The way an integrator charm works is simple: you entrust it (and only it) with your Juju credentials for a particular cloud and then relate it to charms that want to make cloud-native requests. The integrator will ensure appropriate roles are created, submit a request to the cloud, and then notify the requesting charm that enough data is available to start using the new resource. Lately I’ve been testing Canonical Kubernetes (CDK) on the VMware vSphere platform — to Juju, vSphere is supported like any other cloud.
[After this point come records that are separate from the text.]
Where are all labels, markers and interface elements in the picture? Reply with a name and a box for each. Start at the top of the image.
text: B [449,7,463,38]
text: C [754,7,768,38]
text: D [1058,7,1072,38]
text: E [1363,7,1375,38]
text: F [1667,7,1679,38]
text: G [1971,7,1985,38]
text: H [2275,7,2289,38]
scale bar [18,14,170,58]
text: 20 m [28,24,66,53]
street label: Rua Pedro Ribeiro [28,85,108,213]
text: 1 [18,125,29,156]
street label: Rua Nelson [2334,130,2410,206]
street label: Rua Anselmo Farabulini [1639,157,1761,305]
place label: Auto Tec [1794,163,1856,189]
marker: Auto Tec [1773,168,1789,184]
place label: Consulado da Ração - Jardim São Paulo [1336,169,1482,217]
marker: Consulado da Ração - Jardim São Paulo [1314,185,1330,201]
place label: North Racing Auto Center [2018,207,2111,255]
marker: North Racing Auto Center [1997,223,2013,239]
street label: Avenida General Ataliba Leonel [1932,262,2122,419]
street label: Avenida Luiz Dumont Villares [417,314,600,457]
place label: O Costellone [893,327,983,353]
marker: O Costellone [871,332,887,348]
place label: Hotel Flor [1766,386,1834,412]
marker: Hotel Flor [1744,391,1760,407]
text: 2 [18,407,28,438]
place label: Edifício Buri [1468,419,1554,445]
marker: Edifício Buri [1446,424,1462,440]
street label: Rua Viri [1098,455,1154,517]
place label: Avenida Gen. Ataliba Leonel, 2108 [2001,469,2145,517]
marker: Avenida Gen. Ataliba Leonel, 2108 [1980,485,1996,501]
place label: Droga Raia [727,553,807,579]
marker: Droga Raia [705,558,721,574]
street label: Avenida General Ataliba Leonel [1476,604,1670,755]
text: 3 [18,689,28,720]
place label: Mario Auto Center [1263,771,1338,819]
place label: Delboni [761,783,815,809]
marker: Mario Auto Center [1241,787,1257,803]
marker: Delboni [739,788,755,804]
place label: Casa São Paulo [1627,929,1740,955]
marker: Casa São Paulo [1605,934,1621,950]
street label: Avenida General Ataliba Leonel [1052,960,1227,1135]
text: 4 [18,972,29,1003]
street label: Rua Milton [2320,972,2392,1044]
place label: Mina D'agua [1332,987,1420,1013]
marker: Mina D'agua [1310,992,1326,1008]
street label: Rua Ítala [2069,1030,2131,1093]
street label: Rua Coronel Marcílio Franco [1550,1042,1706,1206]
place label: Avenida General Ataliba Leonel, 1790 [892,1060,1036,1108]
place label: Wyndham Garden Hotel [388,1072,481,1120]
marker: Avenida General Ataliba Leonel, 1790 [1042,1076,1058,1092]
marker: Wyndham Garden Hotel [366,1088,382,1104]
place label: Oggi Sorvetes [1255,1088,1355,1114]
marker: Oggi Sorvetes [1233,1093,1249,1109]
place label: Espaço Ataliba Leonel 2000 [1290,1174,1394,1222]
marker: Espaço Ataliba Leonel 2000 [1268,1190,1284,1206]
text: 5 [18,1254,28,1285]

I really needed persistent storage for my pods and thought, “it sure would be nice if there was a vsphere-integrator that I could use for this.” So I wrote one.
In this post, I’ll share how the vsphere integrator came to be, and more importantly, how others that want native vSphere integration with charms can use it.
If I’ve learned anything from watching videos like “how do I quickly turn off the water to my toilet?”, it’s that people want results first.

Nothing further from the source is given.